>>>>>
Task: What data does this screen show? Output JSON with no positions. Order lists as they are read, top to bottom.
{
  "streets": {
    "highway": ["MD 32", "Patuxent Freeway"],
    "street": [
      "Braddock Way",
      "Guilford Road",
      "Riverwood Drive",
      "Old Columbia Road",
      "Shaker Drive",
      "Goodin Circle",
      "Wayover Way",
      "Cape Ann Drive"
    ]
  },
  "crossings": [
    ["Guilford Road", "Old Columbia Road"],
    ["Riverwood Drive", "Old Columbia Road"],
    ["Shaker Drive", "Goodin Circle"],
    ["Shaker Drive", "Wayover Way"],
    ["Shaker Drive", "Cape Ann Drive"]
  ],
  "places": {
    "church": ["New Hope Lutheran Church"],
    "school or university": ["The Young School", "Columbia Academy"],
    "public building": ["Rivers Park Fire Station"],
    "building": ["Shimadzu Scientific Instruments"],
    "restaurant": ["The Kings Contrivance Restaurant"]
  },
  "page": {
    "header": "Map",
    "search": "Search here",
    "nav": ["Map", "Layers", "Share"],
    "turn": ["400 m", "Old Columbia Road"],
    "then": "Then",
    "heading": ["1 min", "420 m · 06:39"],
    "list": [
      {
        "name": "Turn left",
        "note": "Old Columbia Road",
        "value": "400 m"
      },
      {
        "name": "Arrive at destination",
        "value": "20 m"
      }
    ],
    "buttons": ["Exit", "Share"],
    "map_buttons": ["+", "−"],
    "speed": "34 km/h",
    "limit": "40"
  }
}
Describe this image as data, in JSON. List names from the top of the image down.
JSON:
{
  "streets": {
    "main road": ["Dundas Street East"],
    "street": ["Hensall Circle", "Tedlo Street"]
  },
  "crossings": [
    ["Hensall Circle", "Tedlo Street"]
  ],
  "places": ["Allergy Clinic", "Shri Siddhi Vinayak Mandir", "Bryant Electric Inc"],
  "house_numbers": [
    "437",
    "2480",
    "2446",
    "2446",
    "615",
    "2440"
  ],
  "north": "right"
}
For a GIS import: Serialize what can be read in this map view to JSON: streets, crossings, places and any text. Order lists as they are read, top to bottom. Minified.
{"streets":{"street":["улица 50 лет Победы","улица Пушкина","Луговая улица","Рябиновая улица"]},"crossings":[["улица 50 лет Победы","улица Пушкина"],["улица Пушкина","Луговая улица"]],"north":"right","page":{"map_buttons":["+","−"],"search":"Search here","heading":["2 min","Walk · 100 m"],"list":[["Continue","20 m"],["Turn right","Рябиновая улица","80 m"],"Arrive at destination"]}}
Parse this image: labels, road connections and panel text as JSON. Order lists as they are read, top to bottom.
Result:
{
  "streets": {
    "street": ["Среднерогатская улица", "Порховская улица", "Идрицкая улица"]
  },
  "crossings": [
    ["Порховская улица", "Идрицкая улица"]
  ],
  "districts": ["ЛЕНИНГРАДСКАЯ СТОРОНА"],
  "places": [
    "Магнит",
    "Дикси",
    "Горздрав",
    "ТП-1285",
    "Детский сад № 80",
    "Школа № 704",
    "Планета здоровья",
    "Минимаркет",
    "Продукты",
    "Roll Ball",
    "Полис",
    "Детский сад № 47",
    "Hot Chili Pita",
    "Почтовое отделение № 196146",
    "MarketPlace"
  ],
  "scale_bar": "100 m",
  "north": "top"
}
<<<<<
* **ABOUT THIS TASK**:
Look through the listing and return each line containing the word "image".

* **YOUR SOLUTION**:
Describe this image as data, in JSON. List names from the top of the image down.
Parse this image: labels, road connections and panel text as JSON. Order lists as they are read, top to bottom.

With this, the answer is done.